Provisions regarding the utility's distribution service, including, without limitation and notwithstanding any provision of Title XLIX of the Revised Code to the contrary, * * * provisions regarding distribution infrastructure and modernization incentives for the electric distribution utility.

         {¶ 12} The commission agreed with its staff and found that this section authorized the DMR as a "provision[] regarding distribution infrastructure and modernization incentives for the electric distribution utility." Pub. Util. Comm. No. 14-1297-EL-SSO, Fifth rehearing entry, ¶ 127 (Oct. 12, 2016). The commission found that the "testimony demonstrates that Staff intends for Rider DMR to jump start the Companies' grid modernization efforts." Id. at ¶ 190. According to the commission, "the record demonstrates that Rider DMR is intended to stimulate the Companies to focus their innovation and resources on modernizing their distribution systems." Id.

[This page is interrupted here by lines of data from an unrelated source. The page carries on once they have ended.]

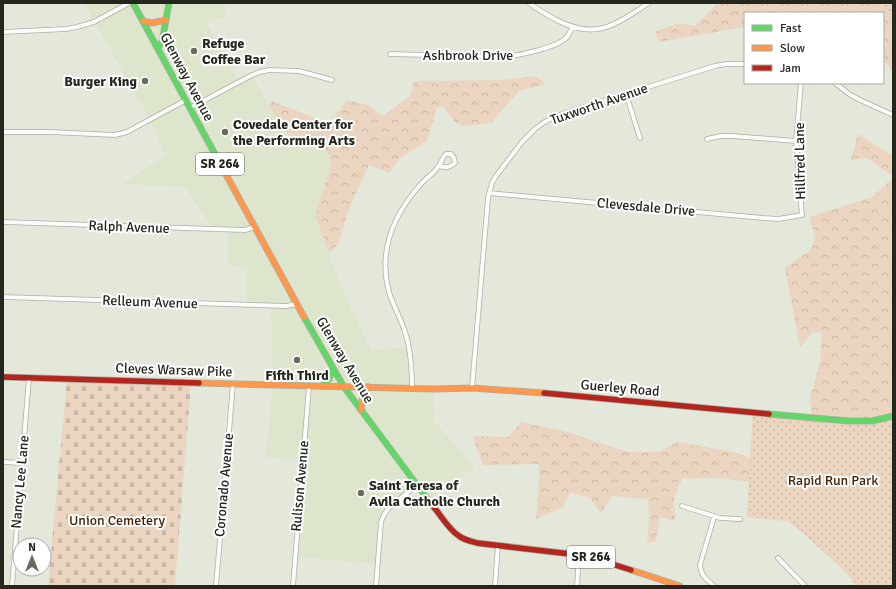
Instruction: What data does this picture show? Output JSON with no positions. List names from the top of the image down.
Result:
{
  "streets": {
    "street": [
      "Ashbrook Drive",
      "Glenway Avenue",
      "Tuxworth Avenue",
      "Hillfred Lane",
      "SR 264",
      "Clevesdale Drive",
      "Ralph Avenue",
      "Relleum Avenue",
      "Cleves Warsaw Pike",
      "Guerley Road",
      "Nancy Lee Lane",
      "Coronado Avenue",
      "Rulison Avenue"
    ]
  },
  "crossings": [
    ["Glenway Avenue", "Ralph Avenue"],
    ["Glenway Avenue", "Relleum Avenue"],
    ["Glenway Avenue", "Cleves Warsaw Pike"],
    ["Glenway Avenue", "Guerley Road"],
    ["Tuxworth Avenue", "Clevesdale Drive"],
    ["Tuxworth Avenue", "Guerley Road"],
    ["Hillfred Lane", "Clevesdale Drive"],
    ["Cleves Warsaw Pike", "Guerley Road"],
    ["Cleves Warsaw Pike", "Nancy Lee Lane"],
    ["Cleves Warsaw Pike", "Coronado Avenue"],
    ["Cleves Warsaw Pike", "Rulison Avenue"]
  ],
  "parks": ["Rapid Run Park", "Union Cemetery"],
  "places": [
    "Refuge Coffee Bar",
    "Burger King",
    "Covedale Center for the Performing Arts",
    "Fifth Third",
    "Saint Teresa of Avila Catholic Church"
  ],
  "legend": ["Fast", "Slow", "Jam"],
  "north": "top"
}
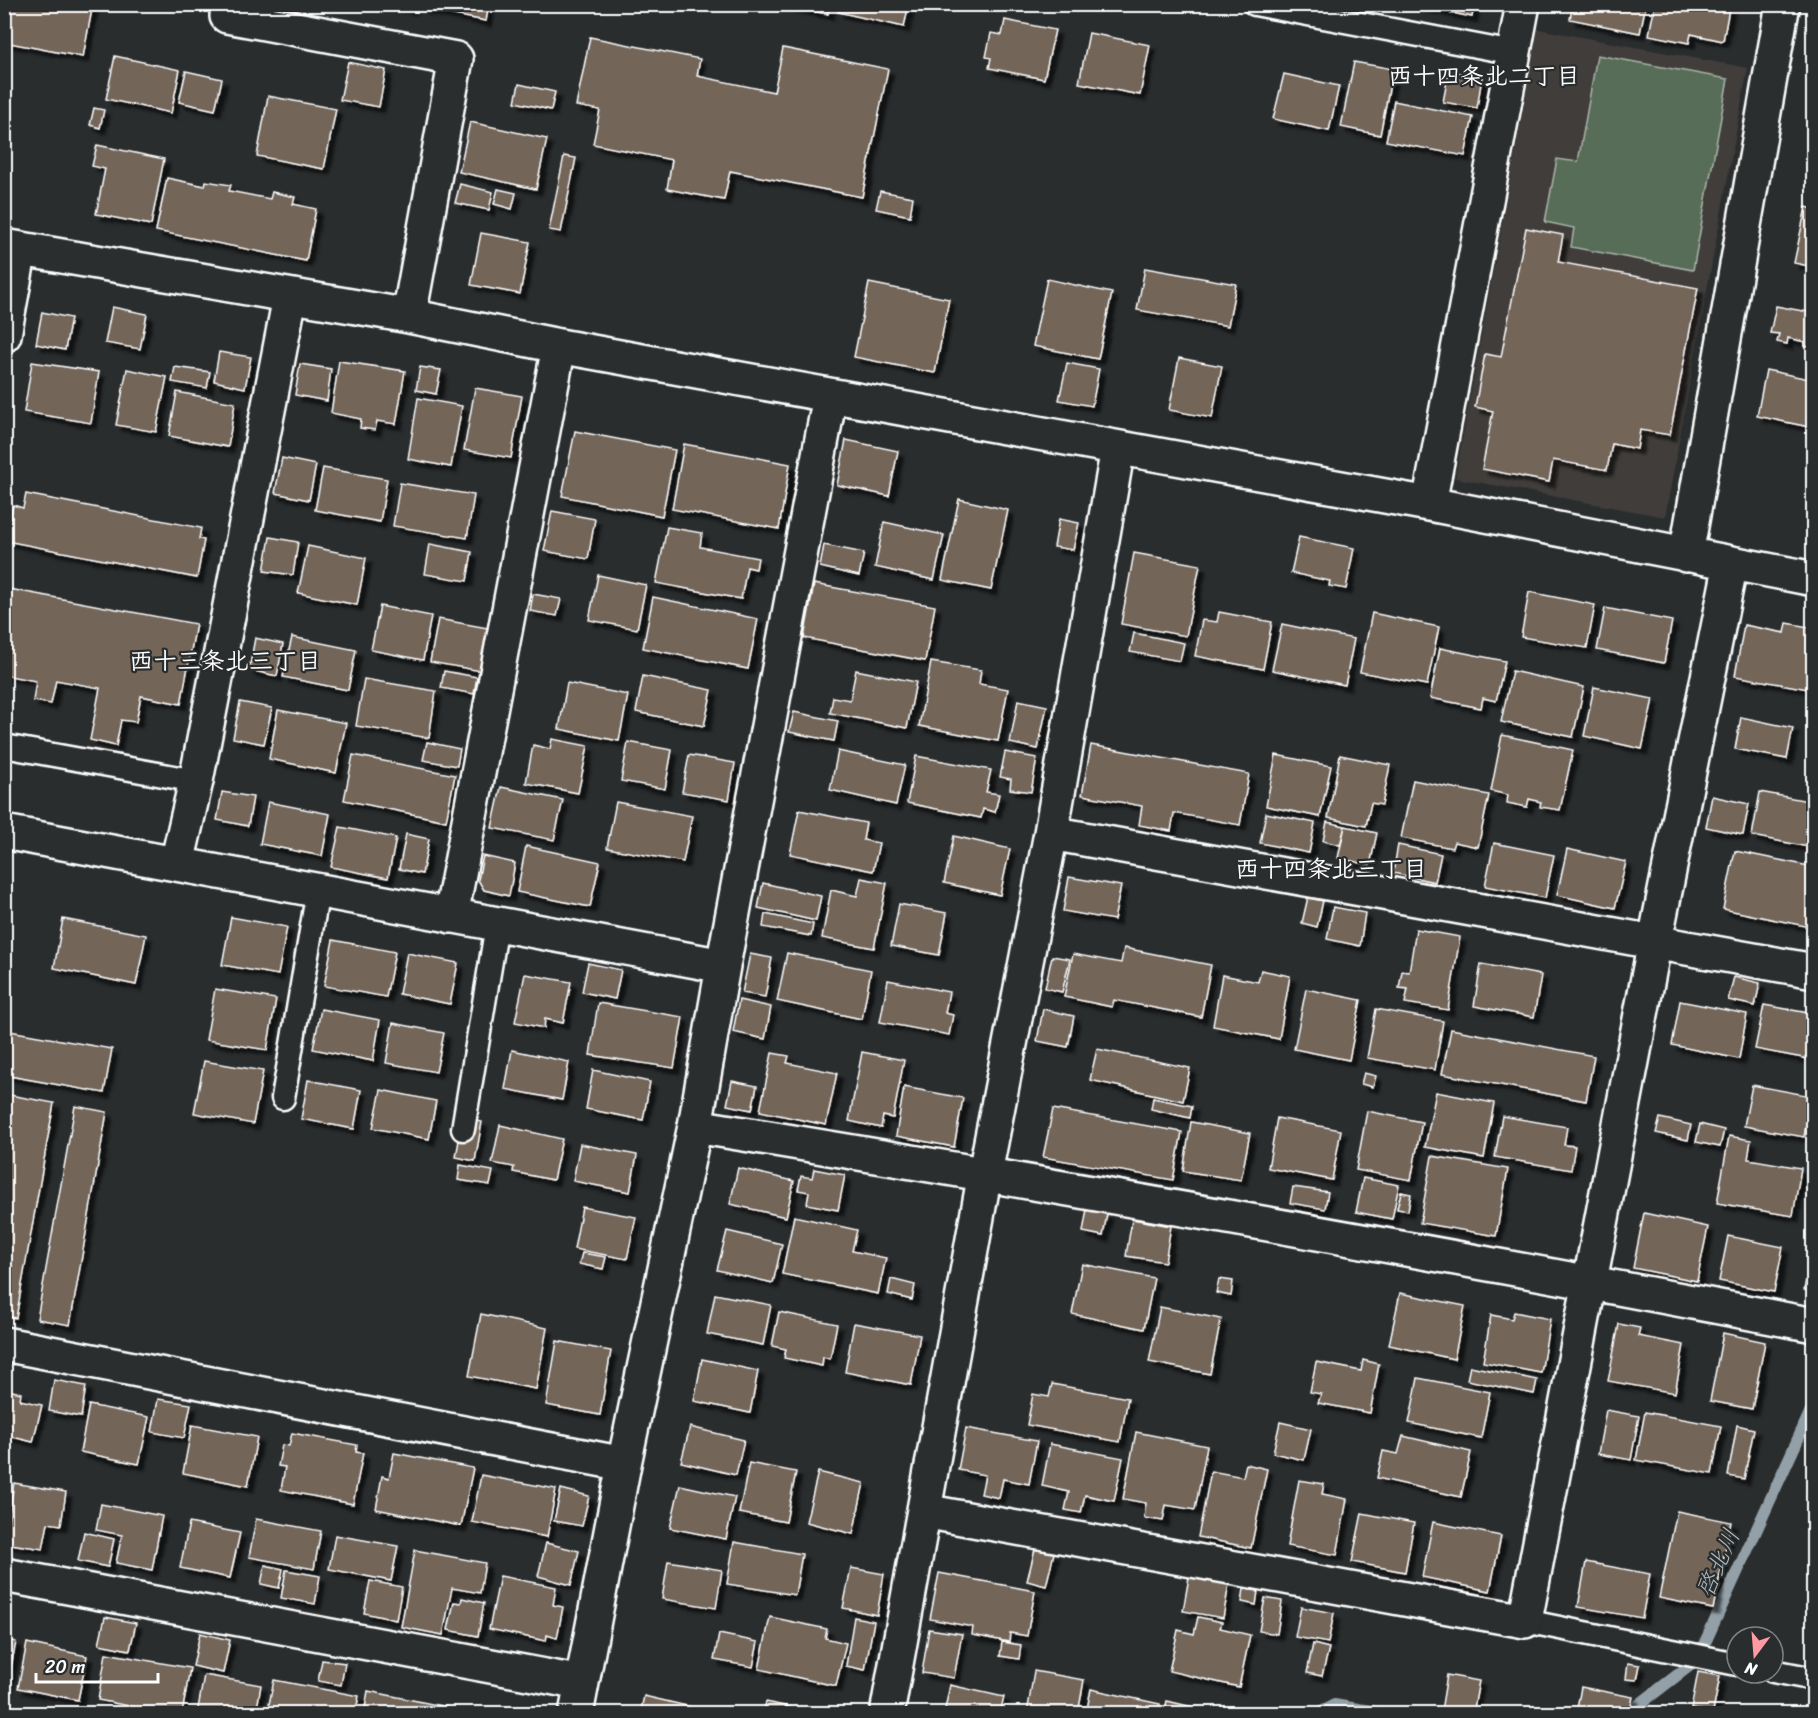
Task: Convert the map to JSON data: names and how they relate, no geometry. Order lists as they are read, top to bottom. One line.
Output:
{"districts":["西十四条北二丁目","西十三条北三丁目","西十四条北三丁目"],"water":["啓北川"],"scale_bar":"20 m","north":"bottom"}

         {¶ 13} Appellants collectively raise several challenges to the commission's determination that the DMR is a lawful component of an ESP under R.C. 4928.143(B)(2)(h). The following two of appellants' arguments are well-taken.

         1. The DMR does not qualify as an incentive under R.C. 4928.143(B)(2)(h)

         {¶ 14} Appellants argue that the DMR does not qualify as a proper incentive under R.C. 4928.143(B)(2)(h) because it does not require the companies to take any action in exchange for receiving the DMR funds. According to appellants, the DMR does not jump-start the companies' grid-modernization efforts because it does not compensate the companies for investing in distribution-modernization projects, require them to undertake any modernization projects, or require them to complete any such projects within a specified time period. After review, we find that the DMR does not serve as an incentive within the meaning of the statute.

         {¶ 15} The commission relied on a dictionary definition of" 'incentive, '" as" 'something that stimulates one to take action, work harder, etc.; stimulus; encouragement.'" Pub. Util. Comm. No. 14-1297-EL-SSO, Fifth rehearing entry, ¶ 190 (Oct. 12, 2016), quoting Webster's New World Dictionary 682 (3d College Ed.1988). The commission found that under its preferred definition, the DMR qualified as an incentive under R.C. 4928.143(B)(2)(h) because the rider "is intended to stimulate the Companies to focus their innovation and resources on modernizing their distribution systems." Id. at ¶ 190.

         {¶ 16} Although the commission defined incentive, it did not explain how the DMR operates as an incentive. An incentive generally serves to induce someone to take some action that otherwise would not be taken but for the incentive. Moreover, the DMR is a financial incentive and "it is inherent in an incentive payment that the recipient must do something to be paid." Len Stoler, Inc. v. Volkswagen Group of America, Inc., 232 F.Supp.3d 813, 822 (E.D.Va.2017). That is, the payment of a monetary incentive is generally conditioned upon completion of a particular action.

         {¶ 17} In the context of public-utility regulation, cost-based ratemaking already ensures that the utility will recover its prudently incurred costs of providing service plus a fair rate of return on its capital investments (such as power plants or distribution systems). R.C. 4909.15(A); Babbit v. Pub. Util. Comm., 59 Ohio St.2d 81, 90, 391 N.E.2d 1376 (1979). In contrast, incentive ratemaking uses rewards and penalties that link utility revenues to various standards or goals. For instance, in the ESP Order, the commission had originally approved a 50-basis-point adder to the return on equity in another rider, the Advanced Metering Infrastructure Rider ("Rider AMI"). The commission approved Rider AMI as the mechanism through which FirstEnergy would recover capital expenditures and other distribution-infrastructure investments. The 50-basis-point adder would have provided additional recovery above the companies' incurred costs as an incentive for any investments made for grid modernization in Ohio. The commission also required each company to include a timeline for when it would achieve full smart-meter installation as part of its grid-modernization efforts.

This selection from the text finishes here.